» Task inputs:
^^^^^^^^

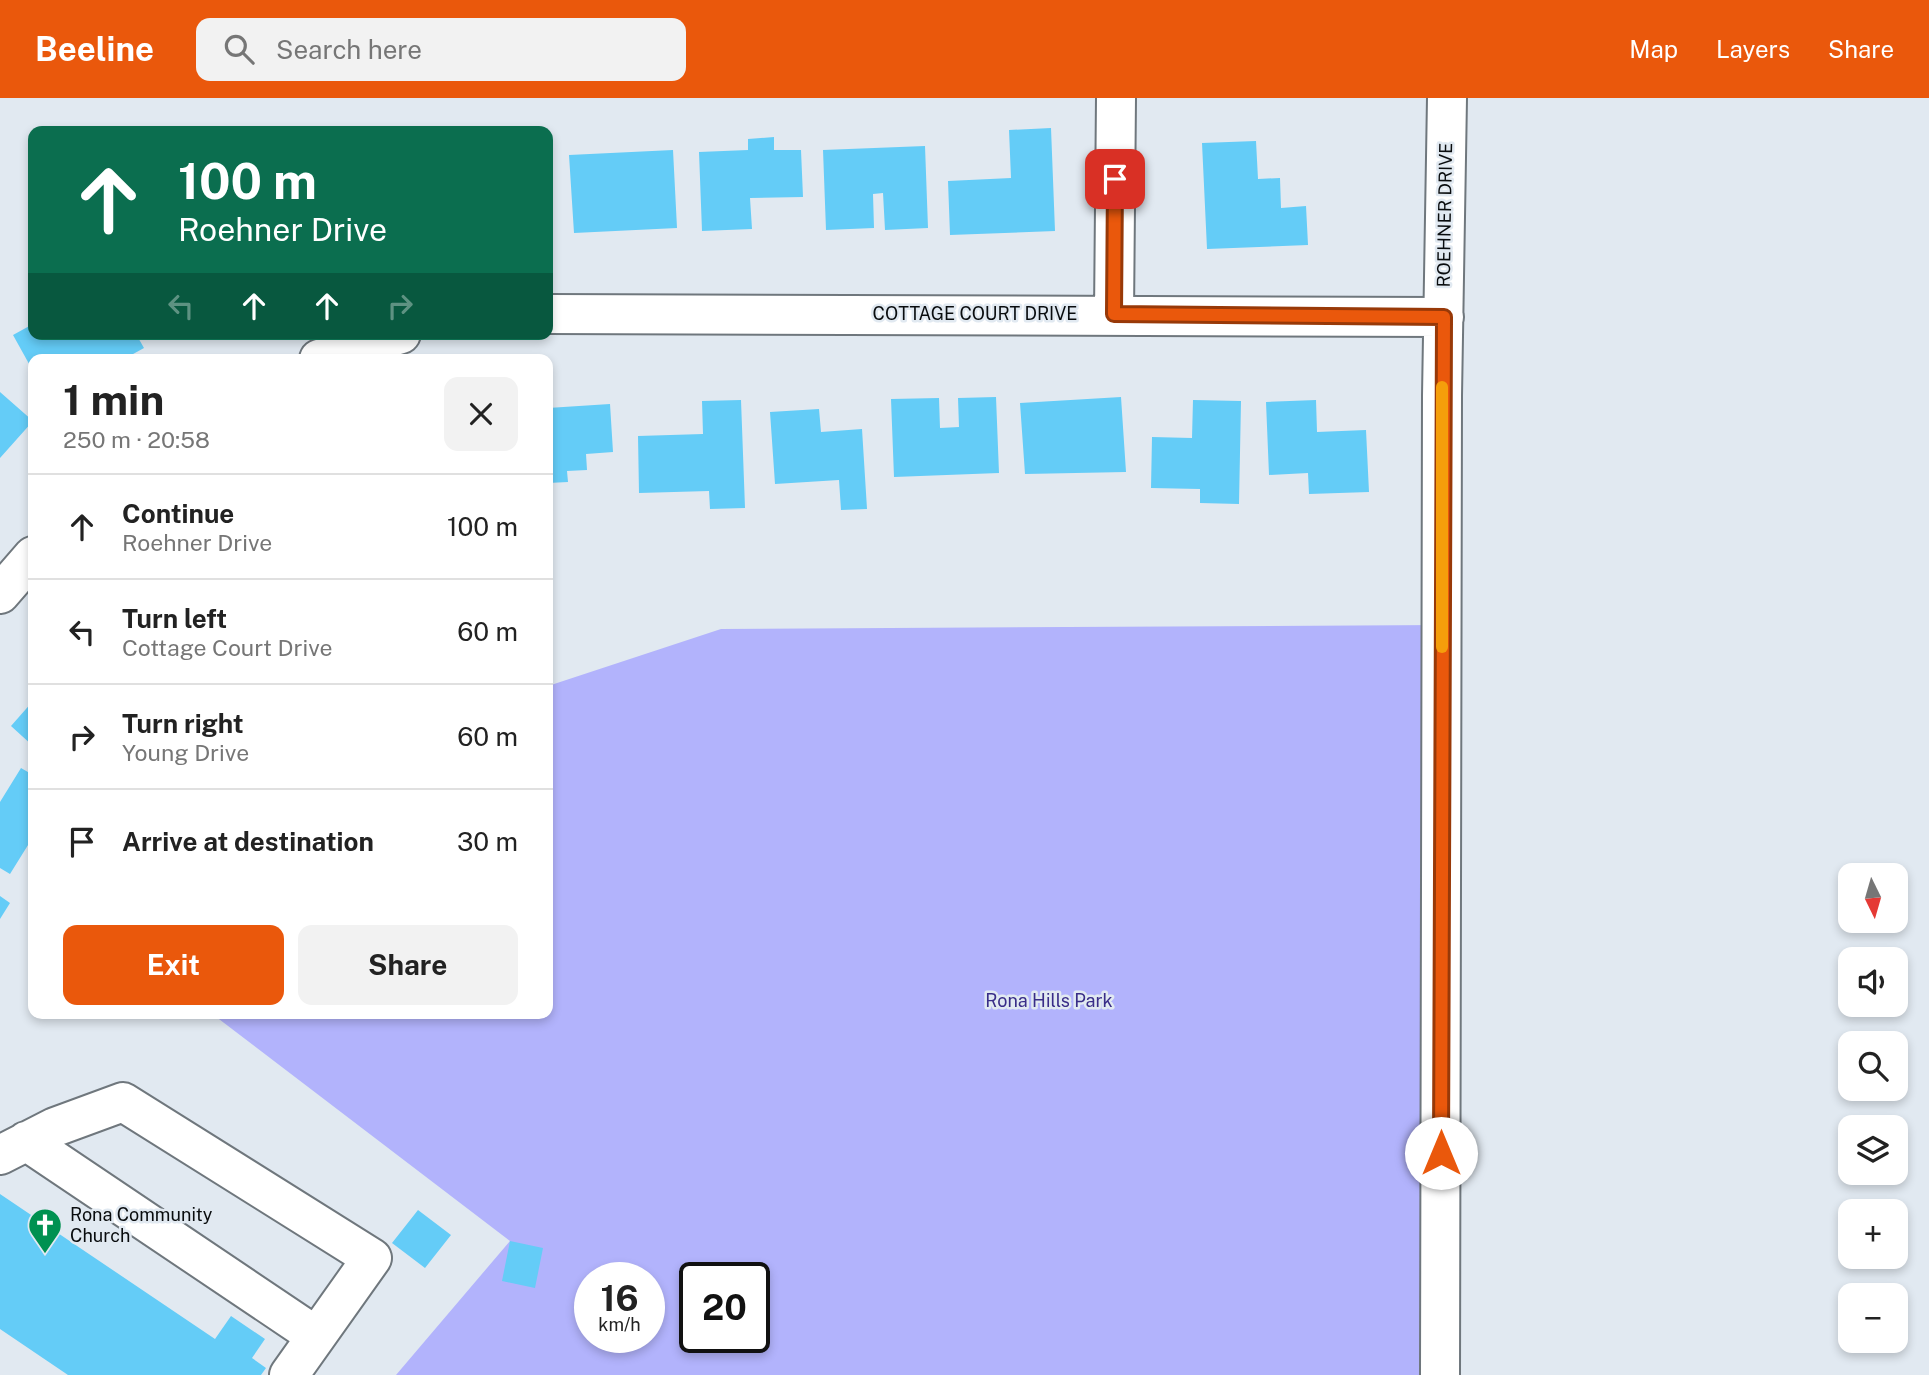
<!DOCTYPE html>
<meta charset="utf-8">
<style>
body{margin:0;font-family:"Public Sans",sans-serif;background:#f2f2f2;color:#222;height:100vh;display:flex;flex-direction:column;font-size:26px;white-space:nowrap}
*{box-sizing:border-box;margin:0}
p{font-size:23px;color:#767676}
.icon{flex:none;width:38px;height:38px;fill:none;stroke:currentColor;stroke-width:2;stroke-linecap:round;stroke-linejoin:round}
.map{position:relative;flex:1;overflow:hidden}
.side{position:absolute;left:28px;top:256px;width:525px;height:665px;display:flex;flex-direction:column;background:#fff;border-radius:14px;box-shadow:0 4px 10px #0003}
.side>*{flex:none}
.hud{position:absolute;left:28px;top:28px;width:525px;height:214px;border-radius:14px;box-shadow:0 4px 10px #0003;background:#0b6e4f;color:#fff;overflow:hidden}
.needle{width:46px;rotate:175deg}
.buttons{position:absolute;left:1838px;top:765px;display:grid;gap:14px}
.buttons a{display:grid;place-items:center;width:70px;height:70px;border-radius:14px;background:#fff;box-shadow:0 4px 10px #0003;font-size:35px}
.speed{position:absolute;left:574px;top:1164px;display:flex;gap:14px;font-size:35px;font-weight:700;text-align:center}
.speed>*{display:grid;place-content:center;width:91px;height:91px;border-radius:50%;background:#fff;box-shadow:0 4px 10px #0003;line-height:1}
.speed small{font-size:18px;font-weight:400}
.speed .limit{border:4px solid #111;border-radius:10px;background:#fff;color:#111}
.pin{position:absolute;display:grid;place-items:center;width:60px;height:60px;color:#fff;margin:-30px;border-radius:14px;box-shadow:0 4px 10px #0006}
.me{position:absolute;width:77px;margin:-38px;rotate:0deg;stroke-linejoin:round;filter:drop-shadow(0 0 5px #0008)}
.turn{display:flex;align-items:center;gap:24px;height:147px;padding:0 35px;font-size:32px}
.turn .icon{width:91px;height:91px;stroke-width:2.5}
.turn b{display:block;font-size:49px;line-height:60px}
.lanes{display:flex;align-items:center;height:66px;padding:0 35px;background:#0003;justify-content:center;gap:35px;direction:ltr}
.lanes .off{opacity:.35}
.round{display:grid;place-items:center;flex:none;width:74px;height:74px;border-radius:14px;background:#f2f2f2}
.headline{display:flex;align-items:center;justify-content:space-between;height:119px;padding:0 35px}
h1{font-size:42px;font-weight:700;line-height:52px}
.cta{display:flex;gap:14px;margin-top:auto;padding:14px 35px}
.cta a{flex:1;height:80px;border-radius:14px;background:#ea580c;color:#fff;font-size:28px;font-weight:700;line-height:80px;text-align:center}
.cta a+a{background:#f2f2f2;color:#222}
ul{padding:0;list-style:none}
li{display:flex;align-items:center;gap:21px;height:105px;padding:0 35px;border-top:2px solid #e0e0e0}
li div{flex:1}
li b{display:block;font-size:26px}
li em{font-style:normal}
header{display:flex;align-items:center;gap:42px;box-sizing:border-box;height:98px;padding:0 35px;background:#ea580c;color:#fff}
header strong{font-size:33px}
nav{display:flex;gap:38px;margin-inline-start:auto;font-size:24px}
.search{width:490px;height:63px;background:#f2f2f2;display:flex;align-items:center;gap:18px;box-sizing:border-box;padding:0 24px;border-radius:14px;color:#767676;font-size:26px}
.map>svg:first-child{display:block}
.green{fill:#b2b3fc;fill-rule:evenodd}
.building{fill:#64ccf7}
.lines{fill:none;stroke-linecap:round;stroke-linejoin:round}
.minor-casing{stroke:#6f777d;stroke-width:42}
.minor{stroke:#fff;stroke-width:38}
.route-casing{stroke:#983908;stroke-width:18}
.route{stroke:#ea580c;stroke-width:12}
.slow{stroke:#f59e0b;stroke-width:12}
.labels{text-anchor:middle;stroke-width:5;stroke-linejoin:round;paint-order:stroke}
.street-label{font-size:18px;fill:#090c0e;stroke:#e1e9f1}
.park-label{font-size:18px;fill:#392d88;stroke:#e1e9f1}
.poi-label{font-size:18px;fill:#090c0e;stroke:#e1e9f1;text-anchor:start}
</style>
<header>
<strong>Beeline</strong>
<div class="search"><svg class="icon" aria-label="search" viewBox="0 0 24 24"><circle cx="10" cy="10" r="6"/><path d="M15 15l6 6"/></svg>Search here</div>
<nav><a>Map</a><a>Layers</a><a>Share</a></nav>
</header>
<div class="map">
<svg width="1929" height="1277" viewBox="0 0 1929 1277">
<rect width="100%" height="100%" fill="#e1e9f1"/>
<!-- green -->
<path class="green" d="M1442,527L1440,1277H396L510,1143L211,915H548V588L721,531ZM590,1180H649V1239H590ZM695,1180H754V1239H695Z"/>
<!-- building -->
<path class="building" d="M1051,30L1055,133L950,137L948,83L1011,80L1009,32Z
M774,39V52H801L803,99L750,100L752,131L702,133L699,54L748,52V41Z
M1256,43L1258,81L1280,80L1281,110L1306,108L1308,147L1207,151L1202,45Z
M925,48L928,130L885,132L883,95L873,96L874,130L826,132L823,52Z
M673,52L677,130L574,135L569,57Z
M33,226V236H136L144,250L124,261H33V273L13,237Z
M0,294L33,323L0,360Z
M996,299L999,375L894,379L891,301L939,300L940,330L959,329L958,300Z
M1121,299L1126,374L1025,376L1020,305Z
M741,302L745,410L710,411L709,393L639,395L638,338L703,336L702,303Z
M1193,302L1241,303L1239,406L1200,405V391L1151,390L1152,339L1192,340Z
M1316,302L1317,334L1366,332L1369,394L1309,396L1308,375L1269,377L1266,304Z
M610,306L613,354L586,356L587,372L567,373L568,384L548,385V310Z
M819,311L821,334L862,331L867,411L841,412L839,382L775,386L770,314Z
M33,603V648L11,628Z
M21,670L33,677V739L10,776L0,770V704Z
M0,798L10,805L0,821Z
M0,1096L215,1241L231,1218L265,1241L252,1260L266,1270L261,1277H68L0,1231Z
M418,1112L451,1137L425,1170L392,1145Z
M510,1143L543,1150L535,1190L502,1183Z"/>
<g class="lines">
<!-- minor casing -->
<g class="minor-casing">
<path id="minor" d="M548,216L1444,219
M1114,216L1116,0
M319,261L401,236
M0,496L33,458
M26,1043L316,1238
M0,1057L55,1029L123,1004L372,1160L289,1277
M1440,1277L1442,298L1447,0"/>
</g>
<!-- minor -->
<use href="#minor" class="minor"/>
</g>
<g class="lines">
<!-- route casing -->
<g class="route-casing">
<path id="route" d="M1115,81L1114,216L1444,219L1441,1055"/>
</g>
<!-- route -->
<use href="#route" class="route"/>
<!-- slow -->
<path class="slow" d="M1442,549V289"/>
</g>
<!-- icons -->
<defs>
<g id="church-pin" transform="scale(1.75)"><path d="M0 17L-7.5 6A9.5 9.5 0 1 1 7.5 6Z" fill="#009151" stroke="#e1e9f1"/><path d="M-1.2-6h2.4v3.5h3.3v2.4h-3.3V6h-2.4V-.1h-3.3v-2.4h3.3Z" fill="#fff"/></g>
</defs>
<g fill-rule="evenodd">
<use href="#church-pin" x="45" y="1127"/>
</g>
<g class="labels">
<!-- street labels -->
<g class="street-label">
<text transform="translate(1445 117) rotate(-89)" y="6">ROEHNER DRIVE</text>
<text x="975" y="222">COTTAGE COURT DRIVE</text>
</g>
<!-- park labels -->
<g class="park-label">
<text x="1049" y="909">Rona Hills Park</text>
</g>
<!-- poi labels -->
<g class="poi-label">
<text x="70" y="1123">Rona Community<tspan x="70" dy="21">Church</tspan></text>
</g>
</g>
</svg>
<div class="buttons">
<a><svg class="needle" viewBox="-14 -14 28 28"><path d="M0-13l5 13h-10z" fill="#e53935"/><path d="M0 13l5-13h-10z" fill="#767676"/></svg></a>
<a><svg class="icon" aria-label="sound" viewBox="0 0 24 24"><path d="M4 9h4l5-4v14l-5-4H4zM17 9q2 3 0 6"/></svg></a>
<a><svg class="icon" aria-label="search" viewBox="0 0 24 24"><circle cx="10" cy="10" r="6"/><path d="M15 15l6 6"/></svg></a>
<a><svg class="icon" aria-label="layers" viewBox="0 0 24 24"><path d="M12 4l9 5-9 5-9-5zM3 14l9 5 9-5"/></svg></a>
<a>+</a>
<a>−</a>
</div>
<div class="speed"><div>16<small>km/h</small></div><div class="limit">20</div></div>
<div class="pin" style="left:1115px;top:81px;background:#d93025"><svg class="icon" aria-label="arrive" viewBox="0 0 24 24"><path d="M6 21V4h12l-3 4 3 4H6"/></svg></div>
<svg class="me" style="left:1441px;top:1055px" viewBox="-20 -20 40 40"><circle r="19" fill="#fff"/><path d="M0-13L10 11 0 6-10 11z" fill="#ea580c"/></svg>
<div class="hud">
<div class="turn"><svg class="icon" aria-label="ahead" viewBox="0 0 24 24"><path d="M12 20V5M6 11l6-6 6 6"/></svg><div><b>100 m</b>Roehner Drive</div></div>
<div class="lanes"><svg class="icon off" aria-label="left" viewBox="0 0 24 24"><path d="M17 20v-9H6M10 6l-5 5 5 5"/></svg><svg class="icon" aria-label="ahead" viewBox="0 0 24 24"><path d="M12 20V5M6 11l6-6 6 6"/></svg><svg class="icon" aria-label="ahead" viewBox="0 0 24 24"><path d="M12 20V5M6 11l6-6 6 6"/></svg><svg class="icon off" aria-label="right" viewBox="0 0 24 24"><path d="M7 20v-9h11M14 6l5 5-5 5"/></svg></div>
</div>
<section class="side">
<div class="headline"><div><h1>1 min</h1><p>250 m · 20:58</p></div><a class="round"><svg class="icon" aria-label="close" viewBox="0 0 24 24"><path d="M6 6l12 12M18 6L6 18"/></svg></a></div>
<ul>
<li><svg class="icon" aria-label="ahead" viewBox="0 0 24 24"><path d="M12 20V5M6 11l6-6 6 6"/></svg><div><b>Continue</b><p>Roehner Drive</p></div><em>100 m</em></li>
<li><svg class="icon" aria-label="left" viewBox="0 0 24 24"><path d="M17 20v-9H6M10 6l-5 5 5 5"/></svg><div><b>Turn left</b><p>Cottage Court Drive</p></div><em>60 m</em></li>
<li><svg class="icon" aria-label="right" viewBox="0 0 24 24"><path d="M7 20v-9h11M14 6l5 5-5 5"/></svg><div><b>Turn right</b><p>Young Drive</p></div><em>60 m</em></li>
<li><svg class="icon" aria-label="arrive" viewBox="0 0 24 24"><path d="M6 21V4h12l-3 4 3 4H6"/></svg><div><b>Arrive at destination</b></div><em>30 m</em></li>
</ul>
<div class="cta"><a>Exit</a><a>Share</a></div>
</section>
</div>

^^^^^^^^

» Your goal: Going through the records above line by line, tally those with the word "small" and answer with the number only.

» Your solution: 2